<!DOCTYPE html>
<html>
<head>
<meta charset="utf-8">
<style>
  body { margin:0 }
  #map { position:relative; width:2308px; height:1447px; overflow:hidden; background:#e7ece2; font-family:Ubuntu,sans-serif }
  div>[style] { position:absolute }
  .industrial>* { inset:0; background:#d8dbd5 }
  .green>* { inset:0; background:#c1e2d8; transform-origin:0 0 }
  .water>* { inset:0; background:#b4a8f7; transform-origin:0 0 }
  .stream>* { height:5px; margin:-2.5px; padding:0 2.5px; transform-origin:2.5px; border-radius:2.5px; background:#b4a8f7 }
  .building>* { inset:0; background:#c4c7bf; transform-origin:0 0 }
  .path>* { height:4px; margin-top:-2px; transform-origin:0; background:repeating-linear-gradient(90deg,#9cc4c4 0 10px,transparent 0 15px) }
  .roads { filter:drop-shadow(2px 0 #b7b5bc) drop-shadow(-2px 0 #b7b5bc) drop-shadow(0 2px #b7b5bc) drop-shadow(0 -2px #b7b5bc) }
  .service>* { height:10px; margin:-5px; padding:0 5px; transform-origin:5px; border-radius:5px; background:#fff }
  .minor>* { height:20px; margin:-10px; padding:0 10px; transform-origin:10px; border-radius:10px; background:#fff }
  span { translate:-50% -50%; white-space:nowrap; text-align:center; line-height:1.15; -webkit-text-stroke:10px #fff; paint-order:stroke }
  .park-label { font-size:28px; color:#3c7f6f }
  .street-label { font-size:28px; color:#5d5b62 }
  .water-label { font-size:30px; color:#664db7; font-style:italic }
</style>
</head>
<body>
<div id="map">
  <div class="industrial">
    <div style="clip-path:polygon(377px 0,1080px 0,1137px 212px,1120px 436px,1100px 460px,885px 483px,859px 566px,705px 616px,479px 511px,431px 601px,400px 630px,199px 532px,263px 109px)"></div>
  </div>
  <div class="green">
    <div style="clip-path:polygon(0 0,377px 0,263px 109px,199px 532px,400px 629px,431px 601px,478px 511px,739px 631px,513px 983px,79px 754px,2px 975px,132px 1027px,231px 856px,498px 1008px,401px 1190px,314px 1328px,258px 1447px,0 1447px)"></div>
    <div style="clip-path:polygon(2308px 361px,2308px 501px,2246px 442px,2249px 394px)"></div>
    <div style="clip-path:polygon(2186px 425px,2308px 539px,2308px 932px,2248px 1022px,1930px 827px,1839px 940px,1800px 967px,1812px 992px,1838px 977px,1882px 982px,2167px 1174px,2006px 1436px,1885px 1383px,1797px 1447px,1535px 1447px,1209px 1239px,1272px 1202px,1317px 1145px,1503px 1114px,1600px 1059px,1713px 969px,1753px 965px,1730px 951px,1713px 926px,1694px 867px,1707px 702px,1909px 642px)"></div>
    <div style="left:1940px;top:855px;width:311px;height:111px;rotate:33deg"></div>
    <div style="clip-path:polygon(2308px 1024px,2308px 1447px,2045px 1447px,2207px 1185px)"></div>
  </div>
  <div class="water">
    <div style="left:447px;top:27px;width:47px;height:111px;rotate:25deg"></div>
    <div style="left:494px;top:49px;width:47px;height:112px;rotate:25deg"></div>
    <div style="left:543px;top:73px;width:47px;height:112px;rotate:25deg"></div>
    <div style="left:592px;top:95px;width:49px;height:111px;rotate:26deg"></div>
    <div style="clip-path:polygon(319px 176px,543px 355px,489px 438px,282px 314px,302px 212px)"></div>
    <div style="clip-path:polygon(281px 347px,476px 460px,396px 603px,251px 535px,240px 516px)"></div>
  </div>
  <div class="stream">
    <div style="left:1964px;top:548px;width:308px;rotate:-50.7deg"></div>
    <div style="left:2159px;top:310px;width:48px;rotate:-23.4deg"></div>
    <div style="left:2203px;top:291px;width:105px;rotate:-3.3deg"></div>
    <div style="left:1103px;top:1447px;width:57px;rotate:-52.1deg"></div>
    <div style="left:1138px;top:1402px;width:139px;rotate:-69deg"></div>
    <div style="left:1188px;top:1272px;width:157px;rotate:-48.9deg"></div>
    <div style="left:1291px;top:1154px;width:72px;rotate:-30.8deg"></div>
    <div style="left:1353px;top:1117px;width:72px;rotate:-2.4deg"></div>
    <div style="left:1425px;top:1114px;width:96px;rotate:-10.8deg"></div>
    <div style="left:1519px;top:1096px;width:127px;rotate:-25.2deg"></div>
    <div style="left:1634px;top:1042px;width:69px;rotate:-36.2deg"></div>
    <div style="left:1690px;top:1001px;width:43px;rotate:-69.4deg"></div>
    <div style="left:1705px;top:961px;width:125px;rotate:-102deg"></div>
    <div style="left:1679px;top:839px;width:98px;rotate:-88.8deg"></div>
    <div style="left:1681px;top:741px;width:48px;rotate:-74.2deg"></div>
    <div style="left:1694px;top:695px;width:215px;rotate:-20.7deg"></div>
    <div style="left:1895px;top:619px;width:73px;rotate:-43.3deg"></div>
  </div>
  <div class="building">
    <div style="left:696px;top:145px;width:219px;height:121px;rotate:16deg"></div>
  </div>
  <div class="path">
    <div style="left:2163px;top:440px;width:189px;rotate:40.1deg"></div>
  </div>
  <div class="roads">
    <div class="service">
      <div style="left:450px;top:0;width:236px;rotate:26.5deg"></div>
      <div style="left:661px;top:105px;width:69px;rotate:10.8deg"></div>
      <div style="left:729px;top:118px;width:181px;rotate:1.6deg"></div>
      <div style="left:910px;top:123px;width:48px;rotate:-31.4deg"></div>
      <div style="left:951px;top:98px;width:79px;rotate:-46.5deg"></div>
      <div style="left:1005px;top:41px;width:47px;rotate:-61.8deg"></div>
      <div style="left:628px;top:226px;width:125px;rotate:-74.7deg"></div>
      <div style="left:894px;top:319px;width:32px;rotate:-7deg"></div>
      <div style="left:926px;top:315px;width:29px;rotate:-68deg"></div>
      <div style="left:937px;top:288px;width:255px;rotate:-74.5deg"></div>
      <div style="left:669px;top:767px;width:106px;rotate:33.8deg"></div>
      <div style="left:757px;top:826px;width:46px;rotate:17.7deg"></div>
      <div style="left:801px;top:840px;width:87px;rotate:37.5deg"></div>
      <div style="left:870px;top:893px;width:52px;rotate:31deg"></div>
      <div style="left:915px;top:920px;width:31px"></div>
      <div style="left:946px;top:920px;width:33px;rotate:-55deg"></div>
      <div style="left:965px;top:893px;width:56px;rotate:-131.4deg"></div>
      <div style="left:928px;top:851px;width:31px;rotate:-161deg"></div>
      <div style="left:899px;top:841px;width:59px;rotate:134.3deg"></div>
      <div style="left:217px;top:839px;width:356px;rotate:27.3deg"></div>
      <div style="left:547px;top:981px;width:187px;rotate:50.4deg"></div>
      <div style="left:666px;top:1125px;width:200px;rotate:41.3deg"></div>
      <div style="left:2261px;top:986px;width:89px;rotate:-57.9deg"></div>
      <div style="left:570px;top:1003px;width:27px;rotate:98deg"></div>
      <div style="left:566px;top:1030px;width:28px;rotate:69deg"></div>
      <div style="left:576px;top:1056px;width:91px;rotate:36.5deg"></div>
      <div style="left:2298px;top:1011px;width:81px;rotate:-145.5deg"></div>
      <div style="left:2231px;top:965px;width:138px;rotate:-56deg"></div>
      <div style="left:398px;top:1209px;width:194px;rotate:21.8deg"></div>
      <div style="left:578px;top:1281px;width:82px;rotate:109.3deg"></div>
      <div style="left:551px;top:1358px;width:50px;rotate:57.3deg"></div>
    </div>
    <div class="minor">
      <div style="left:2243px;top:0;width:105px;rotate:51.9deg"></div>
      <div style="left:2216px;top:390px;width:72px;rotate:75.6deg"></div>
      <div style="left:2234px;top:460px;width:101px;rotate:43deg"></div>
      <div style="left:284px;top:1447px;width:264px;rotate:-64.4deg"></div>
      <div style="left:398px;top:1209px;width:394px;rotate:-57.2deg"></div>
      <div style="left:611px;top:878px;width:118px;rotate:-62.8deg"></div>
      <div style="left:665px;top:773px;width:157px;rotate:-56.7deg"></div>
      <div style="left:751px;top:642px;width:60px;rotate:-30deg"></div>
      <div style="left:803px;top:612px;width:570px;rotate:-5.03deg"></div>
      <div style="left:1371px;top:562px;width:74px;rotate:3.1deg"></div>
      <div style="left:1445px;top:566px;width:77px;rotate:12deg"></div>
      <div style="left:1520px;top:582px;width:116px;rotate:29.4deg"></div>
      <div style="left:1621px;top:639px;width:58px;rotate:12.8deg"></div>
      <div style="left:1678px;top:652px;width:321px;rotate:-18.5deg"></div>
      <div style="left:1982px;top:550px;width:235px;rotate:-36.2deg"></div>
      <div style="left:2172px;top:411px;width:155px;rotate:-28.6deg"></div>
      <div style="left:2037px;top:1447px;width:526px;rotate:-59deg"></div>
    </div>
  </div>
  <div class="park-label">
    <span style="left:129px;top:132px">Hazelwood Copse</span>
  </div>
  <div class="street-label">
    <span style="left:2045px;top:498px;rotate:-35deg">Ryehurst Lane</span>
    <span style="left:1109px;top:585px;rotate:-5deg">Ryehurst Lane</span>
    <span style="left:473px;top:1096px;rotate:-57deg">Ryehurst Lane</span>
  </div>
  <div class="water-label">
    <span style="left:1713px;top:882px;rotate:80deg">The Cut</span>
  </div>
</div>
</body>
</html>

• [Exercise instructions]: Exact reproduction is required. Give the lines of the data from its first line through the line containing "filter:drop-shadow(2px 0 #b7b5bc)", and no others.

• [Solved problem]:
<!DOCTYPE html>
<html>
<head>
<meta charset="utf-8">
<style>
  body { margin:0 }
  #map { position:relative; width:2308px; height:1447px; overflow:hidden; background:#e7ece2; font-family:Ubuntu,sans-serif }
  div>[style] { position:absolute }
  .industrial>* { inset:0; background:#d8dbd5 }
  .green>* { inset:0; background:#c1e2d8; transform-origin:0 0 }
  .water>* { inset:0; background:#b4a8f7; transform-origin:0 0 }
  .stream>* { height:5px; margin:-2.5px; padding:0 2.5px; transform-origin:2.5px; border-radius:2.5px; background:#b4a8f7 }
  .building>* { inset:0; background:#c4c7bf; transform-origin:0 0 }
  .path>* { height:4px; margin-top:-2px; transform-origin:0; background:repeating-linear-gradient(90deg,#9cc4c4 0 10px,transparent 0 15px) }
  .roads { filter:drop-shadow(2px 0 #b7b5bc) drop-shadow(-2px 0 #b7b5bc) drop-shadow(0 2px #b7b5bc) drop-shadow(0 -2px #b7b5bc) }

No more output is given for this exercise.